DKI Jakarta – Bek sayap dengan syarat Spanyol, Jordi Alba mengumumkan akan pensiun akhir musim ini yang tersebut dengan demikian mengakhiri karier profesionalnya ke Inter Miami.
Keputusan yang dimaksud berubah jadi penutup perjalanan panjang lalu berprestasi sang pemain.
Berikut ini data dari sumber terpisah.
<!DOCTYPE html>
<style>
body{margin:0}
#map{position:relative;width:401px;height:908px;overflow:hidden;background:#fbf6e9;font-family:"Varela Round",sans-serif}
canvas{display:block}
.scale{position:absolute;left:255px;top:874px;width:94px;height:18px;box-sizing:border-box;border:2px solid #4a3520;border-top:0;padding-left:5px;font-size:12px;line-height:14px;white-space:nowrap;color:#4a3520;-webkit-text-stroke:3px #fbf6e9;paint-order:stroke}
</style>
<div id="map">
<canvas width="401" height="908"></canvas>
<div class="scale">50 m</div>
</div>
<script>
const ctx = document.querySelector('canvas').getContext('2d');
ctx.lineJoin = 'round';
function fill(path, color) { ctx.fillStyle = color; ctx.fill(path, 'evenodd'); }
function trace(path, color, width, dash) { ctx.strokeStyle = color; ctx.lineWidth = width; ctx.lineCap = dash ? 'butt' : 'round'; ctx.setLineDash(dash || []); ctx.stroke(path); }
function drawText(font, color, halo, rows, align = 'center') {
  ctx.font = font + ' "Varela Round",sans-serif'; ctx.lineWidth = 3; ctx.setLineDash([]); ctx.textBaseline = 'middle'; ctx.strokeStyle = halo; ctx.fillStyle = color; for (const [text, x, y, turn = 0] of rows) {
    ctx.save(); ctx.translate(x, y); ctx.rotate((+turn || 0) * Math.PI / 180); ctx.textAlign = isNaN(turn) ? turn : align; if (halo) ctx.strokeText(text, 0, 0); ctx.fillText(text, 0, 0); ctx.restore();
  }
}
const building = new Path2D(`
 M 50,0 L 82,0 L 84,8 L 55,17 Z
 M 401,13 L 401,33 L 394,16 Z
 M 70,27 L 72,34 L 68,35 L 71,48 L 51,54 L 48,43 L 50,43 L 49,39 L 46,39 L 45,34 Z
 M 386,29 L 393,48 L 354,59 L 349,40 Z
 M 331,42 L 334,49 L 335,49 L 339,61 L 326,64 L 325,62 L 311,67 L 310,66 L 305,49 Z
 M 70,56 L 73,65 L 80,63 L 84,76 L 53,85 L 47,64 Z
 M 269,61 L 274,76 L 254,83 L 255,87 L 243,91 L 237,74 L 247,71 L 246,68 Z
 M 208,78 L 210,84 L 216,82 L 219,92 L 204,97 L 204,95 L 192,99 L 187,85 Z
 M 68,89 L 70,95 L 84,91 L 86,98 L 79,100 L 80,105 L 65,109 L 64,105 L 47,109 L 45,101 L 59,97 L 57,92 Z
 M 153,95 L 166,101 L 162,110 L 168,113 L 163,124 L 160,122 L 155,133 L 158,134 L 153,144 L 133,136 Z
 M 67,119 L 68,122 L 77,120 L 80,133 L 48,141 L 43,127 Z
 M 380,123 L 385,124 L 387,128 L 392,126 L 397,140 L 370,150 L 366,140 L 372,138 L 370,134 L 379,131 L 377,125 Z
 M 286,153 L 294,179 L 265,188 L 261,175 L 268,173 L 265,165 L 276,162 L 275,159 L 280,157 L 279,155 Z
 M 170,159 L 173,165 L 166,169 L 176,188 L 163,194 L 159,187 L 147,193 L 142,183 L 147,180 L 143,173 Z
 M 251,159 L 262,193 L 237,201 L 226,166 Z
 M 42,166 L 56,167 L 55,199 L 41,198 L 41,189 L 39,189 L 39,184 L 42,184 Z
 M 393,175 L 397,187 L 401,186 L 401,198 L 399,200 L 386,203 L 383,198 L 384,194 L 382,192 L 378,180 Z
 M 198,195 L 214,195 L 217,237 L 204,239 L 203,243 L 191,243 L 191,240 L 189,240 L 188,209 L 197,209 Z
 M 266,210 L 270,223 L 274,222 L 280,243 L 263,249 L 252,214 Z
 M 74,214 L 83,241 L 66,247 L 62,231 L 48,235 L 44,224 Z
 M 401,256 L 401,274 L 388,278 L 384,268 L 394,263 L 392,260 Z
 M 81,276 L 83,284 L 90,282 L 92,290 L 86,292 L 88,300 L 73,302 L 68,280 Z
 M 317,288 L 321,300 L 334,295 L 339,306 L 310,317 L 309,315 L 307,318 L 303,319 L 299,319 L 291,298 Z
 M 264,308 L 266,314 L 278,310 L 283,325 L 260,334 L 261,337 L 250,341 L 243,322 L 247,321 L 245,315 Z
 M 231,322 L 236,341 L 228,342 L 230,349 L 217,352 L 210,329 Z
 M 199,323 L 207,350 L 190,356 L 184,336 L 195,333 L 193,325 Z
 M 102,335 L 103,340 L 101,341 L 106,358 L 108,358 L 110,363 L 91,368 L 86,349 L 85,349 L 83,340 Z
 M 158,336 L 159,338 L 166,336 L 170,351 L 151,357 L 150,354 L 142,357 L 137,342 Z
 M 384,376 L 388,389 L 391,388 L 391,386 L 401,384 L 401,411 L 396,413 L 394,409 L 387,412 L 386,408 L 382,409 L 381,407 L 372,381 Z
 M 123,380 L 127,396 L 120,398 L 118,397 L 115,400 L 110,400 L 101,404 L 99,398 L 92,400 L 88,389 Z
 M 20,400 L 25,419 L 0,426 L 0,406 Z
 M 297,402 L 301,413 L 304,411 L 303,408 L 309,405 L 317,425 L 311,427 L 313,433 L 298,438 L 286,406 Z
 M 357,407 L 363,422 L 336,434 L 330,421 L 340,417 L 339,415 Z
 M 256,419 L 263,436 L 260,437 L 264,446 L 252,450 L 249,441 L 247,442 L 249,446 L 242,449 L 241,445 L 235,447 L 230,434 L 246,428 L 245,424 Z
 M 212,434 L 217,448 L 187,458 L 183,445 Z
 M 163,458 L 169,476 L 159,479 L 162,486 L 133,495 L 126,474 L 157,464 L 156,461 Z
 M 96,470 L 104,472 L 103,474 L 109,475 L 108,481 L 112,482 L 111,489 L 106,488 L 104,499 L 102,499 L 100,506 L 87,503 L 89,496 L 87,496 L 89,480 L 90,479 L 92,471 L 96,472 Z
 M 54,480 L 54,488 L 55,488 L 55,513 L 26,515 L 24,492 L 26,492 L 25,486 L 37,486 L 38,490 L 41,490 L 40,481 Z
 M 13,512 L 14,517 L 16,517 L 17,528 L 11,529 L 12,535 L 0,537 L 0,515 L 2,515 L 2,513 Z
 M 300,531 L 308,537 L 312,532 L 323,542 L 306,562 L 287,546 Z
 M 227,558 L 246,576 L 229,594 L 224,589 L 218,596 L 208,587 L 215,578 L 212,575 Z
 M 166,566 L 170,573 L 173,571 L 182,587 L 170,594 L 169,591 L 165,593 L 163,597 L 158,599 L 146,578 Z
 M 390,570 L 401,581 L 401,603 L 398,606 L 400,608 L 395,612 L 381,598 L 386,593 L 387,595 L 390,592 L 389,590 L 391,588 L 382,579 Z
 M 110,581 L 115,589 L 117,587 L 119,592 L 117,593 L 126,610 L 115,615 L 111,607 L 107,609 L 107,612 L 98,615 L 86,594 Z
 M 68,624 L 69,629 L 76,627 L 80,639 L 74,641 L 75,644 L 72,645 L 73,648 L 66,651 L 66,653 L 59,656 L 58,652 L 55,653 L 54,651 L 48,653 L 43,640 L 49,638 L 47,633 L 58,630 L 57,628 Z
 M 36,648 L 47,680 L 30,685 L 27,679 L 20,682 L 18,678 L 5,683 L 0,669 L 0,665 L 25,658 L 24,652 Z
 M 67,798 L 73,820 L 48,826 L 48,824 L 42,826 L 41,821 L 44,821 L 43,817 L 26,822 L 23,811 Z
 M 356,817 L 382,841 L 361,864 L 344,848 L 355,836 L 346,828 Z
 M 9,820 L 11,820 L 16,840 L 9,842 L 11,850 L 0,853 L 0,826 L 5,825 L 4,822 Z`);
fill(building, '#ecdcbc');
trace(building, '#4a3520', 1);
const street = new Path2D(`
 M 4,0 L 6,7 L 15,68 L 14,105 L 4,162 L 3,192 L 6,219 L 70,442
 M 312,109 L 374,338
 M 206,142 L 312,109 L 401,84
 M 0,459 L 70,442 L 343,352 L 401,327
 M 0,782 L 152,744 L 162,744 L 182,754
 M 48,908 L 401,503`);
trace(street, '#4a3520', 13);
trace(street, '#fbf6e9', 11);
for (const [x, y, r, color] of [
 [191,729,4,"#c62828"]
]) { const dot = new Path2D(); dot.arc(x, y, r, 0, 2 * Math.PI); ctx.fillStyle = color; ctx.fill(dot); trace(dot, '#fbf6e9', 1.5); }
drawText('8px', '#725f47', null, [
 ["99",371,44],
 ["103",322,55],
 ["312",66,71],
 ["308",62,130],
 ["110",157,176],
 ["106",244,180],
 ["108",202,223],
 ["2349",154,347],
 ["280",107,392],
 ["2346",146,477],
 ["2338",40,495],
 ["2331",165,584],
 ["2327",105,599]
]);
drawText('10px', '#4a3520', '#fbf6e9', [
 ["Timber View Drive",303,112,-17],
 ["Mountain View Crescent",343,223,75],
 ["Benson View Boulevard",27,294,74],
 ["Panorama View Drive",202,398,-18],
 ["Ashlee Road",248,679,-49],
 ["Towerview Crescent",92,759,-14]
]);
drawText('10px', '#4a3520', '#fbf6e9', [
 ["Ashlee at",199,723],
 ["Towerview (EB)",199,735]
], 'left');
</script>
Playoff MLS mendatang menjadi panggung terakhir pada karier sepak bolanya.
Alba mengungkapkan sudah ada terpikir sejak lama untuk pensiun kemudian merupakan langkah yang tersebut diambil dengan penuh pertimbangan.
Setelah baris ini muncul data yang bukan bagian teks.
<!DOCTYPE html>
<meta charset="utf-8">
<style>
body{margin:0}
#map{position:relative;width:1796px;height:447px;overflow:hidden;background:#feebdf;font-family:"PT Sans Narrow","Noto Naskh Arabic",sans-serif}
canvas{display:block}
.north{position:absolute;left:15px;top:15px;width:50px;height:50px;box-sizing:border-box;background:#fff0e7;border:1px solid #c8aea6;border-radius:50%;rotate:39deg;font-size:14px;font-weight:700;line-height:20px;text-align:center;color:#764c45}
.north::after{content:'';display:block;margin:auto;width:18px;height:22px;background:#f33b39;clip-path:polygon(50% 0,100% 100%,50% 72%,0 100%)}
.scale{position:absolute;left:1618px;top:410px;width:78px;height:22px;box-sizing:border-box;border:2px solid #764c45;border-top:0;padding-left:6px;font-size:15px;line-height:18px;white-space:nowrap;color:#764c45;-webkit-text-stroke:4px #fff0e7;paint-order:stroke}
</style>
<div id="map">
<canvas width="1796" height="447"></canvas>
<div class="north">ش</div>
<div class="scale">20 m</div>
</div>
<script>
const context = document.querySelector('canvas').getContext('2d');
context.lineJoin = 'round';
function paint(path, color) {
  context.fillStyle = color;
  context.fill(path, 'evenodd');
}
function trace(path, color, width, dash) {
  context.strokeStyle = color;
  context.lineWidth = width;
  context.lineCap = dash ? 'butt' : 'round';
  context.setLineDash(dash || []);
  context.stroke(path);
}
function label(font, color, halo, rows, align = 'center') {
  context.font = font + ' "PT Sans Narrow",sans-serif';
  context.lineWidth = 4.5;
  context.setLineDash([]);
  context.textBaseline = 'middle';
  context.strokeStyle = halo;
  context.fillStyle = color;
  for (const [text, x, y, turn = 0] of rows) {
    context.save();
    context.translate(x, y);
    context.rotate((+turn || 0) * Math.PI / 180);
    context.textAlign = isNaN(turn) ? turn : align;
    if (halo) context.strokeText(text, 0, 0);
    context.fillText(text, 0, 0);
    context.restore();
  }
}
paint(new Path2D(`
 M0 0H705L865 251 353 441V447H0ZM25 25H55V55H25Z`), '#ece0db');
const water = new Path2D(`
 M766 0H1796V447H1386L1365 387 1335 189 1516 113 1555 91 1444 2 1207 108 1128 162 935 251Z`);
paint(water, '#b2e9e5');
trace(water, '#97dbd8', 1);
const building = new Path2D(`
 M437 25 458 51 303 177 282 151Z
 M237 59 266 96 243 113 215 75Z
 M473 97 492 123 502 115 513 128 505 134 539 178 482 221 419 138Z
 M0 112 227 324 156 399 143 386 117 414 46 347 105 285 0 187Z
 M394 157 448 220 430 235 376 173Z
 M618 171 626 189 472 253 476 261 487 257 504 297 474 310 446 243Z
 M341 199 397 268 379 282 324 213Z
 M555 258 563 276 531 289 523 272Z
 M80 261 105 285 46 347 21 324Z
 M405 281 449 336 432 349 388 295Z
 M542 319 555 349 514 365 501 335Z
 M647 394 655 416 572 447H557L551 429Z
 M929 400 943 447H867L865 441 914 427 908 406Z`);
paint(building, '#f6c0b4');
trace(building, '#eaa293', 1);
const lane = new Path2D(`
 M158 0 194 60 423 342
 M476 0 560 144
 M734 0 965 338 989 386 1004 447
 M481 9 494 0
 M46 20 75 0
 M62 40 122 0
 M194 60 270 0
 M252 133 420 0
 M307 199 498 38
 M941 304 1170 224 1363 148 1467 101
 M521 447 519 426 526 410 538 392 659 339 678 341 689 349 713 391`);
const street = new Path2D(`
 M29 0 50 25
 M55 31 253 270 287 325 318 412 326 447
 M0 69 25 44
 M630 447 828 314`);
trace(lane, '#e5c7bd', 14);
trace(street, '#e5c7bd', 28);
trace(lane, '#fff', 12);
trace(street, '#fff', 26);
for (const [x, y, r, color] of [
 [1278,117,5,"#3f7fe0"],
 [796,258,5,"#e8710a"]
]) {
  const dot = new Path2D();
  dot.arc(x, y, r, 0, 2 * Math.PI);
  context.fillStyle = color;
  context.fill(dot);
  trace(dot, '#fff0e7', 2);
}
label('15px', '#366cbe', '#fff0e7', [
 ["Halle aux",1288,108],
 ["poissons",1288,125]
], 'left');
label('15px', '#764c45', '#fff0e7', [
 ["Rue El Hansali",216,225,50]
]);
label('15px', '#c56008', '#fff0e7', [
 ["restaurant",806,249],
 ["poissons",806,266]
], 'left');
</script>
“Saya merasa inilah waktu yang digunakan tepat untuk memulai sesi baru di hidup saya kemudian menikmati waktu dengan keluarga,” ujar Alba di platform Inter Miami pada Selasa.
“Saya sangat bahagia dengan waktu saya ke Inter Miami juga berterima kasih menghadapi dukungan para penggemar juga kesempatan berubah menjadi bagian dari perjalanan dan juga kesuksesan klub ini,” ucapnya.
Pemain berusia 36 tahun itu ingin menghentikan musim ini sebaik kemungkinan besar dengan memberikan performa terbaik pada playoff mendatang.
Sejak bergabung dengan Inter Miami pada 2023, Alba segera berubah menjadi sosok penting pada lini pertahanan klub ini.
Perpaduan antara pengalaman, teknik tinggi, lalu determinasi membuatnya mencatatkan 6 gol serta 14 assist.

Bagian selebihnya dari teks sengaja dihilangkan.